• Brief: Search the records for the word "with". Copy every line where it appears.

(Stored items)

==========

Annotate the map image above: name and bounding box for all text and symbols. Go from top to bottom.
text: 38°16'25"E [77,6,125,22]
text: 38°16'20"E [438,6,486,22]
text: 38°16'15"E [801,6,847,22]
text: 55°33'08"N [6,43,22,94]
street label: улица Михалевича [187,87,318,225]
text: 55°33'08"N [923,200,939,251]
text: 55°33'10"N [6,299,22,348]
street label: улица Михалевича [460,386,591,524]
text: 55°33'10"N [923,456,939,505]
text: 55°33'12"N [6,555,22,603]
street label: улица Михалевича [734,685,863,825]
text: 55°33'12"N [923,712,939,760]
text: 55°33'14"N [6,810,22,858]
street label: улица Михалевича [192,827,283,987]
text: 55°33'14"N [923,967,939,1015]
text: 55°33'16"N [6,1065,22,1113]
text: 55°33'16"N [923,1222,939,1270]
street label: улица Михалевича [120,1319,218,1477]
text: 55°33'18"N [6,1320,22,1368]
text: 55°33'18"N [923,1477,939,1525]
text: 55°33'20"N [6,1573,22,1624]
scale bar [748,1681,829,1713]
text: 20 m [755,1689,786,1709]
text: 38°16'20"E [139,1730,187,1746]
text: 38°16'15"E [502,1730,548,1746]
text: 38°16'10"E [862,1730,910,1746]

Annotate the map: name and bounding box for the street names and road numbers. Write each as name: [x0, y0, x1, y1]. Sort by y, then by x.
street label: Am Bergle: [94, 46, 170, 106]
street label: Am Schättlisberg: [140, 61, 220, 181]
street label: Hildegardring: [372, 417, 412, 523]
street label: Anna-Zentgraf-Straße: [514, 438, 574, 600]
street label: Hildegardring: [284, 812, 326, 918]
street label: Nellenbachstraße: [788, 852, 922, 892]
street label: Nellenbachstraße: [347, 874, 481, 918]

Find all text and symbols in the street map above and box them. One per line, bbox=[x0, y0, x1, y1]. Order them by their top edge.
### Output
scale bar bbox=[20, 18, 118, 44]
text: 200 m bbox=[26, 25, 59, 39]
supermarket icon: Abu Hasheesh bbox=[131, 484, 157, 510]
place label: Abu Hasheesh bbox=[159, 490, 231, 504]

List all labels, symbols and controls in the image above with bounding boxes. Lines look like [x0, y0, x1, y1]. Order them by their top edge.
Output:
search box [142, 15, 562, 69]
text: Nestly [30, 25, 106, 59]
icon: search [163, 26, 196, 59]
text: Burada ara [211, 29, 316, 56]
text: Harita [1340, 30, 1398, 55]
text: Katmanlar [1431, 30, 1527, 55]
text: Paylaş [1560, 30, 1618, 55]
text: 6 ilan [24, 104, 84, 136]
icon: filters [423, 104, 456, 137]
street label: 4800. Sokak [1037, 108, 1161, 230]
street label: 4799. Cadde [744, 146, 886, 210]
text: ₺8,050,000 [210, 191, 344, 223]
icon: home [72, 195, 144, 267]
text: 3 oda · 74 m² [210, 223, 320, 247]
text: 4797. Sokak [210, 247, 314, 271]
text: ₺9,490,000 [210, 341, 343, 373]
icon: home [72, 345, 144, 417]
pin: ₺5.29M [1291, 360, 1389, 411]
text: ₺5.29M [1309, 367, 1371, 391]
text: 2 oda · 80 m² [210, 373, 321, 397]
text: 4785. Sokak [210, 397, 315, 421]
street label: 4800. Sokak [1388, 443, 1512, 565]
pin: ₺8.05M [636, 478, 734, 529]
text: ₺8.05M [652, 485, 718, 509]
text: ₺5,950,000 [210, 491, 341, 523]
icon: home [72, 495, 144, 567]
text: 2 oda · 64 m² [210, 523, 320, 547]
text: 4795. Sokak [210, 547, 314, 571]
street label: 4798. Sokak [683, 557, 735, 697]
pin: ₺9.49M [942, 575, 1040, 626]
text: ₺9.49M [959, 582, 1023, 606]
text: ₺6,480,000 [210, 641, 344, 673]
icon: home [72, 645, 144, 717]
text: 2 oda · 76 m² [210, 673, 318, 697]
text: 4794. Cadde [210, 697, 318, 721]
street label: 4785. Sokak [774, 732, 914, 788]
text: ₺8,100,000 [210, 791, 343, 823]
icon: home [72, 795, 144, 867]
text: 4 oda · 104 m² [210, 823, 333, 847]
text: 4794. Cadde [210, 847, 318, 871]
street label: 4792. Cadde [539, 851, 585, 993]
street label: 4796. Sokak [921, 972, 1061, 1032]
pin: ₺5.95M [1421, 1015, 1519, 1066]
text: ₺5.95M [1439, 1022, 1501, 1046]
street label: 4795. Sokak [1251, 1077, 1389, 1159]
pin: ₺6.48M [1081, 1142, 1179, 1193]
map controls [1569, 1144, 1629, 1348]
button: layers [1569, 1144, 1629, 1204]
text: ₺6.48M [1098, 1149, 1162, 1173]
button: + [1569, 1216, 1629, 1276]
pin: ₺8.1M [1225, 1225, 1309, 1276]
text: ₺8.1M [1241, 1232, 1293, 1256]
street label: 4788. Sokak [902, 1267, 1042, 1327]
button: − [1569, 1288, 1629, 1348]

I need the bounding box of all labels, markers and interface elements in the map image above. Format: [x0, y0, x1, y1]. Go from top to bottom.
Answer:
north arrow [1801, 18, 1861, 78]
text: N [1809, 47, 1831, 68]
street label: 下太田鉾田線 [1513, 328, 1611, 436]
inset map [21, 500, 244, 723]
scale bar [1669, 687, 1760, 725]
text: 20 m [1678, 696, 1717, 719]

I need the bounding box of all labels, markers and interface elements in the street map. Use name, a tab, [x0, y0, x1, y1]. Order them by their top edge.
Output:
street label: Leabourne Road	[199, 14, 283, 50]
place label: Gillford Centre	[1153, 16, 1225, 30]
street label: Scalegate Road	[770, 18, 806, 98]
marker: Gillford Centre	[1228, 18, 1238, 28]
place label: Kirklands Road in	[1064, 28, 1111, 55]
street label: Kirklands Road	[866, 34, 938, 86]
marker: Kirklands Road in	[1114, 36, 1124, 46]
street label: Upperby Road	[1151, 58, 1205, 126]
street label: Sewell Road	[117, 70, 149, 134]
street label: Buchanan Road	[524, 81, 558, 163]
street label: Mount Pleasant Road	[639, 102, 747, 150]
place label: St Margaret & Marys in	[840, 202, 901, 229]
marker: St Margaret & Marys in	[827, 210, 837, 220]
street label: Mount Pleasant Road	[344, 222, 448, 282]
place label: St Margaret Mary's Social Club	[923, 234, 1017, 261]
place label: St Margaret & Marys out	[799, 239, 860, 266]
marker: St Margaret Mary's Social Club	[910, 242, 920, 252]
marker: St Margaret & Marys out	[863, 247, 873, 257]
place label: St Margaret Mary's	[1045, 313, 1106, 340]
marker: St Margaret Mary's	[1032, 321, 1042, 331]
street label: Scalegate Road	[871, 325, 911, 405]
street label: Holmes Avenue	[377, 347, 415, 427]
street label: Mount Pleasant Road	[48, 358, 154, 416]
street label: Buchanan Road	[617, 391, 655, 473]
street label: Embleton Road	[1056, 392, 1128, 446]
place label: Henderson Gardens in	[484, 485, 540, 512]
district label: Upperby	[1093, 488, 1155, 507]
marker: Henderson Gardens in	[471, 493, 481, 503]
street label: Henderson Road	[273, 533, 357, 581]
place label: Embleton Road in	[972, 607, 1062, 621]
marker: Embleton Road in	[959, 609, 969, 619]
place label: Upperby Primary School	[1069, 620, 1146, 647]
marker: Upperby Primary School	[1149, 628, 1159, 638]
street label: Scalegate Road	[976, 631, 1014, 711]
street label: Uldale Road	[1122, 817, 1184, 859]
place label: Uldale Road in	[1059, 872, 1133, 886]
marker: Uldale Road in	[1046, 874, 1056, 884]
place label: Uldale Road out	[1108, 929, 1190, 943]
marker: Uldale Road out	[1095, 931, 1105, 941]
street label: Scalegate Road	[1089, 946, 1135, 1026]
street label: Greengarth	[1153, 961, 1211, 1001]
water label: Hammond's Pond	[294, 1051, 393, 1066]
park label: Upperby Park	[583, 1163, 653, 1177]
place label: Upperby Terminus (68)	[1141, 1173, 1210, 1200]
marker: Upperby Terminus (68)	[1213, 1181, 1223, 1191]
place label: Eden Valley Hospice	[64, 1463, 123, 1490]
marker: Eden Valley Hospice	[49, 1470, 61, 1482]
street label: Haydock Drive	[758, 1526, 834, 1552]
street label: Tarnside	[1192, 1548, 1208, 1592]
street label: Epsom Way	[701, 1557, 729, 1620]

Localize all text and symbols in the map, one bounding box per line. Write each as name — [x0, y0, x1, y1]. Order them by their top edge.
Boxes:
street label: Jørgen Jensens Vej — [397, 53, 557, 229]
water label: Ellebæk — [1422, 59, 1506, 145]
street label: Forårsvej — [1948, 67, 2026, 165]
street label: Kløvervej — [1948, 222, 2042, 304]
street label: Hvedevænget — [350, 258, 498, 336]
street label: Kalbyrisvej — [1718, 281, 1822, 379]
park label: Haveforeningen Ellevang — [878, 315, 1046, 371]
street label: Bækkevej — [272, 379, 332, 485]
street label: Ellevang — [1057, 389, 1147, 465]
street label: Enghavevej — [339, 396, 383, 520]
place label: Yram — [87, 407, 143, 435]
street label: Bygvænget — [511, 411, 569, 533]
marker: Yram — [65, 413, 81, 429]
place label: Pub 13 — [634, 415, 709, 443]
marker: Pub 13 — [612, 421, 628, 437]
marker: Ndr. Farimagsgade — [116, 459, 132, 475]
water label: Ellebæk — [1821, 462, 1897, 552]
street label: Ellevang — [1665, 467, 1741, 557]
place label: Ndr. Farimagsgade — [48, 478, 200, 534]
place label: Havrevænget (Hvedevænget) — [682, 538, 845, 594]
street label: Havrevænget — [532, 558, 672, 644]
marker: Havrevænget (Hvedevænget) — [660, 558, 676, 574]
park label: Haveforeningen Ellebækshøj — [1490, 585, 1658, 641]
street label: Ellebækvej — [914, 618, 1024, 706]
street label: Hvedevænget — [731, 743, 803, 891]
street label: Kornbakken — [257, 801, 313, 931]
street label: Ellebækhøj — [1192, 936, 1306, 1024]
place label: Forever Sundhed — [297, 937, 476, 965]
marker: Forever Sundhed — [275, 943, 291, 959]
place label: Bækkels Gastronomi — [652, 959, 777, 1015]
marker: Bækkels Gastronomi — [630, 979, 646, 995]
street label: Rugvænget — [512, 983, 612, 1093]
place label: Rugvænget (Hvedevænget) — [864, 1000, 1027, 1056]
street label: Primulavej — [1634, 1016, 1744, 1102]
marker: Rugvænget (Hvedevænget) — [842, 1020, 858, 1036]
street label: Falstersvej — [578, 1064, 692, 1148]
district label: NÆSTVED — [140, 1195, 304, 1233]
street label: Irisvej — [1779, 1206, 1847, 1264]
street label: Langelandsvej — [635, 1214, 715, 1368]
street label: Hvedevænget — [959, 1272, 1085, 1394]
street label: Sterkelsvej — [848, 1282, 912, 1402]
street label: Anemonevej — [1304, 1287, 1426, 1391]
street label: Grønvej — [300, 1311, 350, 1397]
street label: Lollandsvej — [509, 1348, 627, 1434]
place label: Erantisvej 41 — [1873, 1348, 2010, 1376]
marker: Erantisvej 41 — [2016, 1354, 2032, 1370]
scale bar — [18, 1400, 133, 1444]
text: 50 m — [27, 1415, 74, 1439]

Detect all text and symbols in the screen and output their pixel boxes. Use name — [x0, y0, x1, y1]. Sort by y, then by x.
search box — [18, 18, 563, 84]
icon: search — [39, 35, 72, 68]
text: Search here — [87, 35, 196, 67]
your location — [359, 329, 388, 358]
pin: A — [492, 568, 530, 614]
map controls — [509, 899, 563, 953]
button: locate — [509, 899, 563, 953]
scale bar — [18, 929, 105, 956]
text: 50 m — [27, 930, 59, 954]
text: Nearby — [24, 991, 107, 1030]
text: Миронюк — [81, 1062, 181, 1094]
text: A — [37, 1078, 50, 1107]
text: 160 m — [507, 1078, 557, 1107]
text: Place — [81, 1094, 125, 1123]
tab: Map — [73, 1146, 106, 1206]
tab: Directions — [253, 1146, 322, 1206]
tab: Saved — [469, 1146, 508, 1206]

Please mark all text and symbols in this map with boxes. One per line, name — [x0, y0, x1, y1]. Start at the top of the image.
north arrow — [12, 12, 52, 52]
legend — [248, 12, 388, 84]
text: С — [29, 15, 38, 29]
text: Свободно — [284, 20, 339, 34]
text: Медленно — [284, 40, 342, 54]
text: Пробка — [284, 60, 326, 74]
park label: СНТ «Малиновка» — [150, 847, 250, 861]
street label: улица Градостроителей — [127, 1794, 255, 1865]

==========

• Exercise output:
List all labels, symbols and controls in the image above with bounding boxes. Lines look like [x0, y0, x1, y1]. Order them by their top edge.
Please mark all text and symbols in this map with boxes. One per line, name — [x0, y0, x1, y1]. Start at the top of the image.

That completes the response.